I’ve always been impressed with how many languages flight attendants speak on international flights, and in the past, easyJet has been no exception. On my flight over to England from Geneva last week, the two flight attendants greeting passengers were both unable to speak any French. I don’t think the attendant at the back could either because they asked me to translate for a French lady who had a problem. Her daughter had left her doudou (normally a soft toy, but hers was a scarf) in her pusher and she only realised once she had boarded the plane.

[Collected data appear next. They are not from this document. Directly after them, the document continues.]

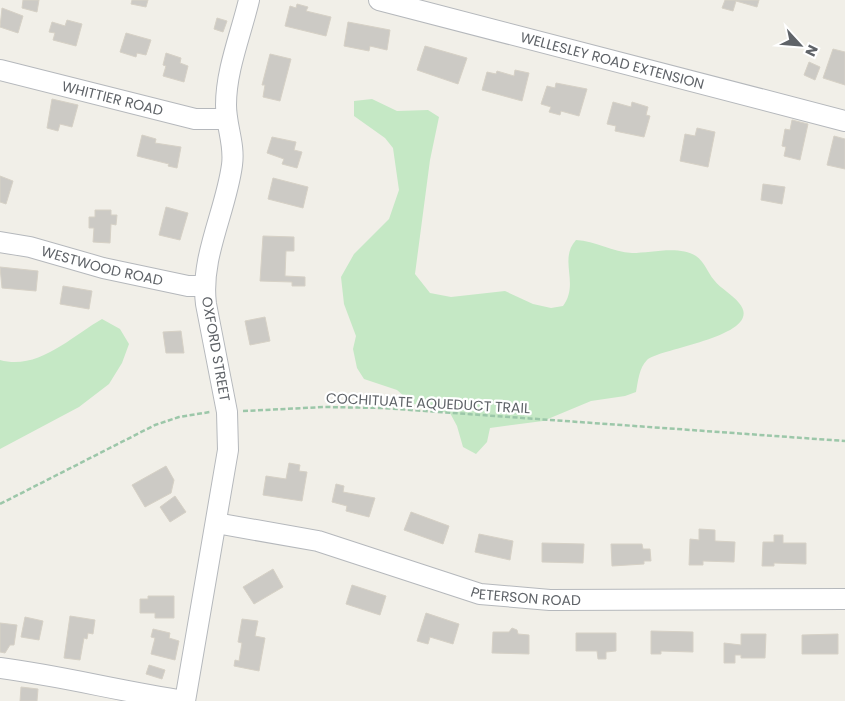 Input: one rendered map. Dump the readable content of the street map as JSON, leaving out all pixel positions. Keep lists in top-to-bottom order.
{
  "streets": {
    "street": [
      "WELLESLEY ROAD EXTENSION",
      "WHITTIER ROAD",
      "WESTWOOD ROAD",
      "OXFORD STREET",
      "PETERSON ROAD"
    ],
    "path": ["COCHITUATE AQUEDUCT TRAIL"]
  },
  "crossings": [
    ["WHITTIER ROAD", "OXFORD STREET"],
    ["WESTWOOD ROAD", "OXFORD STREET"],
    ["OXFORD STREET", "COCHITUATE AQUEDUCT TRAIL"],
    ["OXFORD STREET", "PETERSON ROAD"]
  ],
  "north": "bottom right"
} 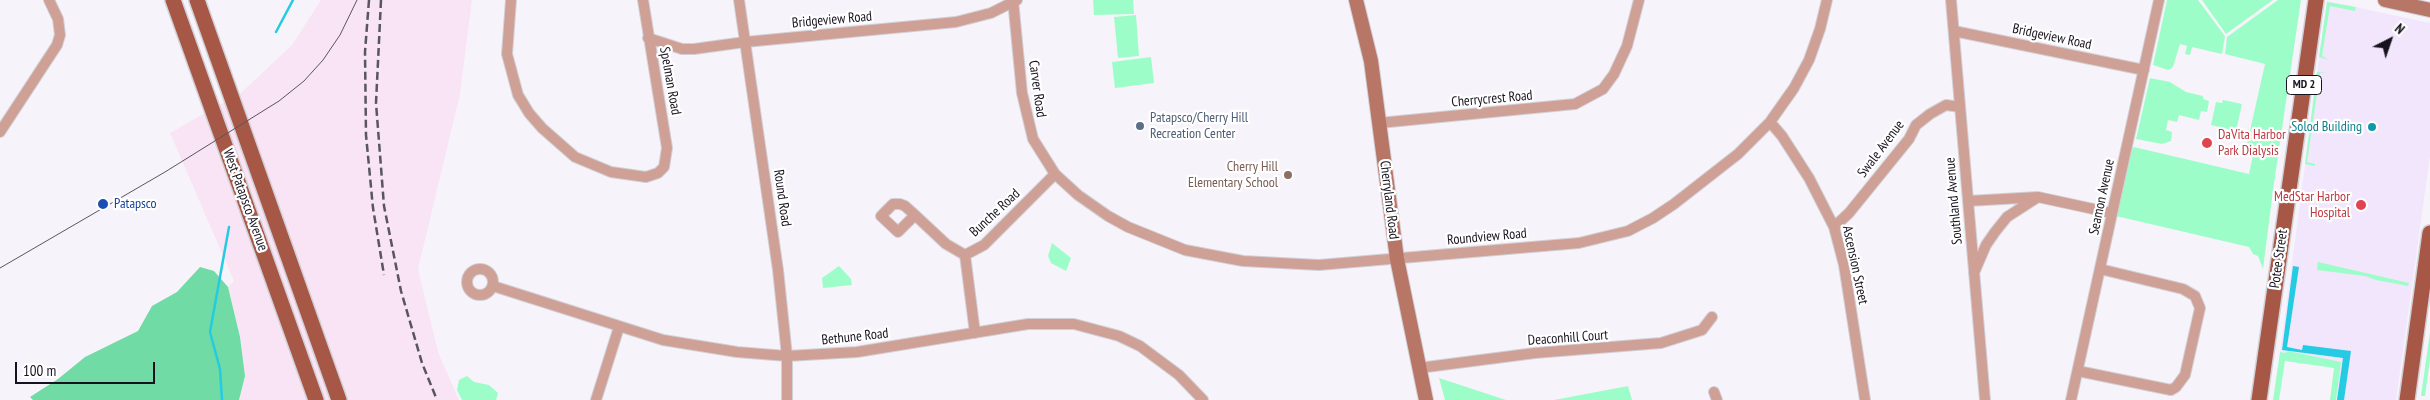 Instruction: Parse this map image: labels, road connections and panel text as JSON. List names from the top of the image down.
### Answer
{
  "streets": {
    "main road": ["MD 2", "West Patapsco Avenue", "Potee Street"],
    "street": [
      "Bridgeview Road",
      "Spelman Road",
      "Carver Road",
      "Cherrycrest Road",
      "Swale Avenue",
      "Seamon Avenue",
      "Round Road",
      "Cherryland Road",
      "Southland Avenue",
      "Bunche Road",
      "Roundview Road",
      "Ascension Street",
      "Bethune Road",
      "Deaconhill Court"
    ]
  },
  "crossings": [
    ["Bridgeview Road", "Spelman Road"],
    ["Bridgeview Road", "Carver Road"],
    ["Bridgeview Road", "Seamon Avenue"],
    ["Bridgeview Road", "Round Road"],
    ["Bridgeview Road", "Southland Avenue"],
    ["Carver Road", "Bunche Road"],
    ["Carver Road", "Roundview Road"],
    ["Cherrycrest Road", "Cherryland Road"],
    ["Swale Avenue", "Southland Avenue"],
    ["Swale Avenue", "Ascension Street"],
    ["Round Road", "Bethune Road"],
    ["Cherryland Road", "Roundview Road"],
    ["Cherryland Road", "Deaconhill Court"],
    ["Bunche Road", "Roundview Road"],
    ["Bunche Road", "Bethune Road"],
    ["Roundview Road", "Ascension Street"]
  ],
  "places": [
    "Patapsco/Cherry Hill Recreation Center",
    "Solod Building",
    "DaVita Harbor Park Dialysis",
    "Cherry Hill Elementary School",
    "Patapsco",
    "MedStar Harbor Hospital"
  ],
  "scale_bar": "100 m",
  "north": "top right"
}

With less than half the passengers loaded, I explained to the flight attendants that the French lady’s daughter would cry for the entire flight if she didn’t have the scarf. Apparently, they’re not allowed off the plane so cue ten minutes of difficulties in finding someone who could walk back along the short platform to where the pushers has been left for loading. Finally, a member of ground staff boarded the plane to ask what he was looking for, then explained the pushers were already loaded. Don’t they have contact with the people at the gate? The French mum gave up and returned to her unhappy daughter but the flight attendants were so grateful for my translation that they offered me a free hot drink. Yes, I scored a tea bag, cup, some hot water and two long-life pots of milk from the easyJet flight attendants! Fine, that doesn’t sound like a big deal, but this is easyJet, who charge extra for basics such as checking in a bag, using certain bank cards for booking the flight, food and drink on the plane, and now the horrible ‘speedy boarding’ (which allows people to pay to board the plane before the rest of us plebs race on to get a good seat). I’m not criticising them for their approach: they provide a fantastically cheap service for quick trips away (even if their staff aren’t as multilingual as I previously thought). But I’m pretty sure anyone who has flown easyJet will understand my satisfaction at being offered a freebie out of gratitude. Hooray!

 


Corsica: The Ugly

October 30, 2010 @ 10:18 am — Tags: , , , , ,

Corsican road sign
Friends warned me about Corsica before I left home, from: “They’ll ignore you in shops if you’re not Corsican,” to the rather extreme: “The locals slash tyres of tourist cars: buy a Corsica sticker and put it near your number plate.” Worse still, when I asked my Corsican friends on arrival if I should indeed buy a sticker because I had heard…”Oh yeah,” one friend said, “about the car burnings of cars that aren’t from here. You passed one on the way.” Indeed, we had passed a burnt-out car on a construction site. “So it’s true?” I asked. “No,” the other friend said, “we’re just joking: it’s not true and it doesn’t happen.” They giggled and pushed more local products to sample in my direction. My car remained intact and I found the locals very friendly.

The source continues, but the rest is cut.